§ Assignment: Make an exact copy of the lines below.

§ Dataset entries:
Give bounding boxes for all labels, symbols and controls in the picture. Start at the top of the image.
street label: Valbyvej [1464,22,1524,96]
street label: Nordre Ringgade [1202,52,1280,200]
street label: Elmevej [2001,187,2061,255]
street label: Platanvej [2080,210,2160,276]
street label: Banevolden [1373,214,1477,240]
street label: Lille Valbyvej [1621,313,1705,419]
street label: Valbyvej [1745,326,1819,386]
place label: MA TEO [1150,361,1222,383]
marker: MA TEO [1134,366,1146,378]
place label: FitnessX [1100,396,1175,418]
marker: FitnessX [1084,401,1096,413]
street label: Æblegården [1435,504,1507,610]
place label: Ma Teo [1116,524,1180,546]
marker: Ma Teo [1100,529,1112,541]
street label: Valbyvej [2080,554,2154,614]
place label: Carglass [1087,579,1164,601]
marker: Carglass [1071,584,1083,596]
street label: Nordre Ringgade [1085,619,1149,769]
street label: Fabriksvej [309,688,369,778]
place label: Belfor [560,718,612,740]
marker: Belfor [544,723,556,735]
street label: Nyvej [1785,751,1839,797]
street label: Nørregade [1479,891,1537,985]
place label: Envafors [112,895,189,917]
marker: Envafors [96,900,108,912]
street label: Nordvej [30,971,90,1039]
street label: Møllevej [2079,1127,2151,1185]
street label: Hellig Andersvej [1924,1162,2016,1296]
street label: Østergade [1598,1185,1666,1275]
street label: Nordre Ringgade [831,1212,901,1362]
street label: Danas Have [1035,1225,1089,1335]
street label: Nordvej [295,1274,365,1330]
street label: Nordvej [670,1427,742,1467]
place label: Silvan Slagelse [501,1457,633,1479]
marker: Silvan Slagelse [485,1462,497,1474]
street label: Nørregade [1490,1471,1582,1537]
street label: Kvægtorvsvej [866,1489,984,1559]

§ Result of this task:
Give bounding boxes for all labels, symbols and controls in the picture. Start at the top of the image.
street label: Valbyvej [1464,22,1524,96]
street label: Nordre Ringgade [1202,52,1280,200]
street label: Elmevej [2001,187,2061,255]
street label: Platanvej [2080,210,2160,276]
street label: Banevolden [1373,214,1477,240]
street label: Lille Valbyvej [1621,313,1705,419]
street label: Valbyvej [1745,326,1819,386]
place label: MA TEO [1150,361,1222,383]
marker: MA TEO [1134,366,1146,378]
place label: FitnessX [1100,396,1175,418]
marker: FitnessX [1084,401,1096,413]
street label: Æblegården [1435,504,1507,610]
place label: Ma Teo [1116,524,1180,546]
marker: Ma Teo [1100,529,1112,541]
street label: Valbyvej [2080,554,2154,614]
place label: Carglass [1087,579,1164,601]
marker: Carglass [1071,584,1083,596]
street label: Nordre Ringgade [1085,619,1149,769]
street label: Fabriksvej [309,688,369,778]
place label: Belfor [560,718,612,740]
marker: Belfor [544,723,556,735]
street label: Nyvej [1785,751,1839,797]
street label: Nørregade [1479,891,1537,985]
place label: Envafors [112,895,189,917]
marker: Envafors [96,900,108,912]
street label: Nordvej [30,971,90,1039]
street label: Møllevej [2079,1127,2151,1185]
street label: Hellig Andersvej [1924,1162,2016,1296]
street label: Østergade [1598,1185,1666,1275]
street label: Nordre Ringgade [831,1212,901,1362]
street label: Danas Have [1035,1225,1089,1335]
street label: Nordvej [295,1274,365,1330]
street label: Nordvej [670,1427,742,1467]
place label: Silvan Slagelse [501,1457,633,1479]
marker: Silvan Slagelse [485,1462,497,1474]
street label: Nørregade [1490,1471,1582,1537]
street label: Kvægtorvsvej [866,1489,984,1559]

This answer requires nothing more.